Stored items
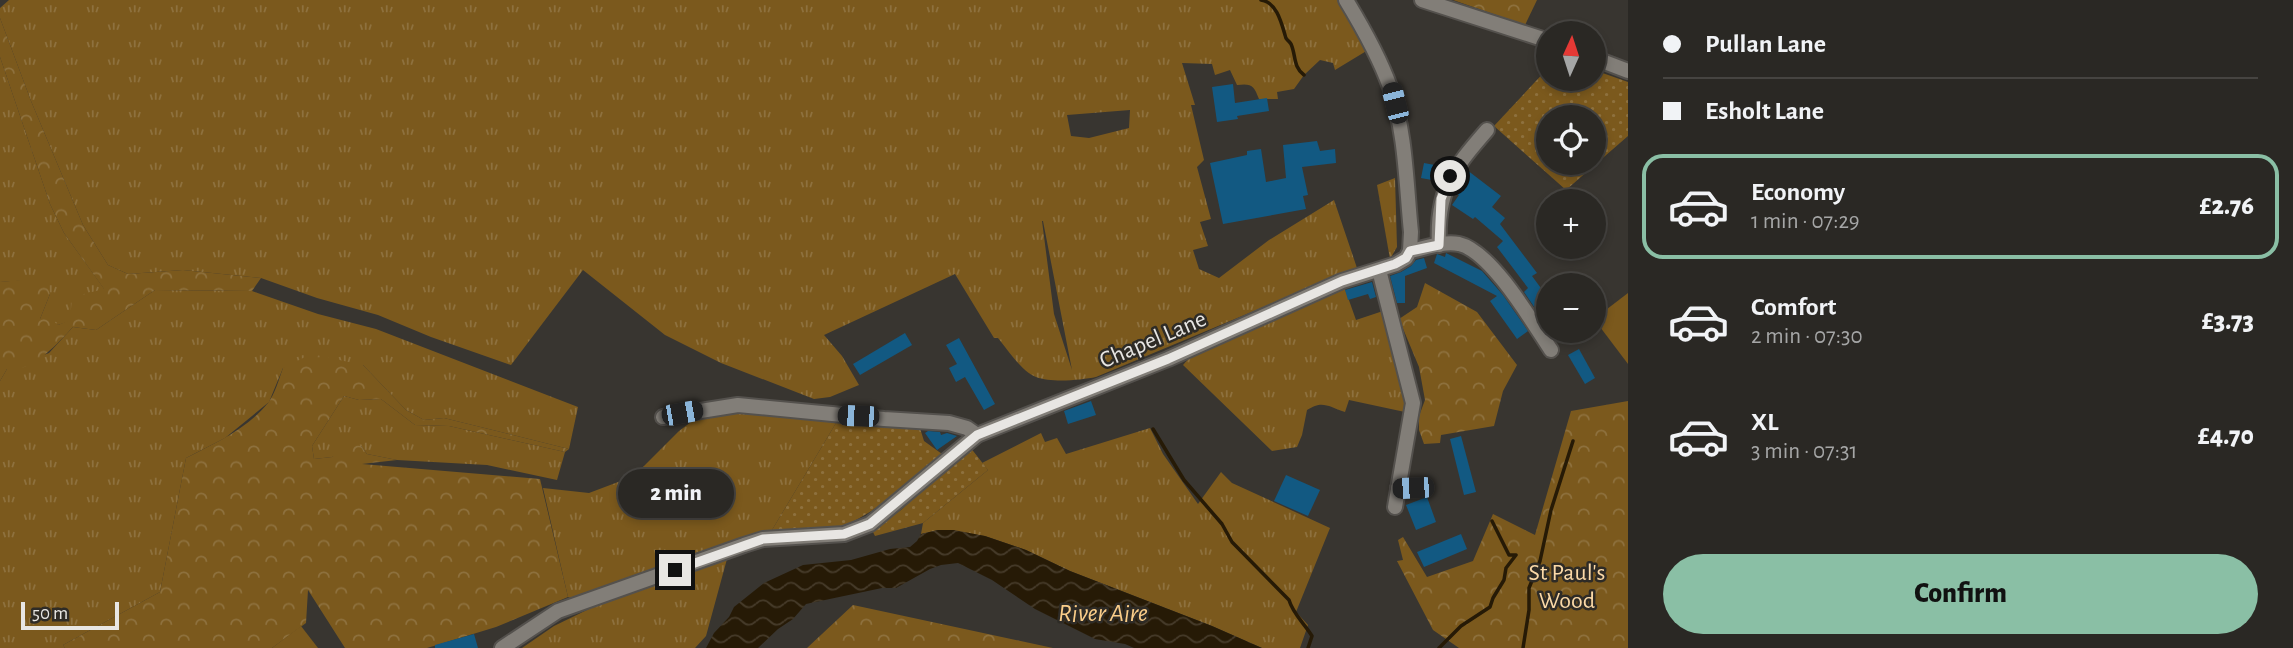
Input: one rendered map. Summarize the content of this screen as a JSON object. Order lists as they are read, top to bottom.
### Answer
{
  "streets": {
    "street": ["Chapel Lane"]
  },
  "water": ["River Aire"],
  "parks": ["St Paul's Wood"],
  "scale_bar": "50 m",
  "north": "top",
  "page": {
    "banner": ["Pullan Lane", "Esholt Lane"],
    "map_buttons": ["+", "−"],
    "list": [
      {
        "name": "Economy",
        "note": "1 min · 07:29",
        "value": "£2.76"
      },
      {
        "name": "Comfort",
        "note": "2 min · 07:30",
        "value": "£3.73"
      },
      {
        "name": "XL",
        "note": "3 min · 07:31",
        "value": "£4.70"
      }
    ],
    "bubble": "2 min",
    "buttons": "Confirm",
    "scale": "50 m"
  }
}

Your instructions — Reproduce every entry above in full and exactly, though not its pictures.

Result of this exercise —
Input: one rendered map. Summarize the content of this screen as a JSON object. Order lists as they are read, top to bottom.
### Answer
{
  "streets": {
    "street": ["Chapel Lane"]
  },
  "water": ["River Aire"],
  "parks": ["St Paul's Wood"],
  "scale_bar": "50 m",
  "north": "top",
  "page": {
    "banner": ["Pullan Lane", "Esholt Lane"],
    "map_buttons": ["+", "−"],
    "list": [
      {
        "name": "Economy",
        "note": "1 min · 07:29",
        "value": "£2.76"
      },
      {
        "name": "Comfort",
        "note": "2 min · 07:30",
        "value": "£3.73"
      },
      {
        "name": "XL",
        "note": "3 min · 07:31",
        "value": "£4.70"
      }
    ],
    "bubble": "2 min",
    "buttons": "Confirm",
    "scale": "50 m"
  }
}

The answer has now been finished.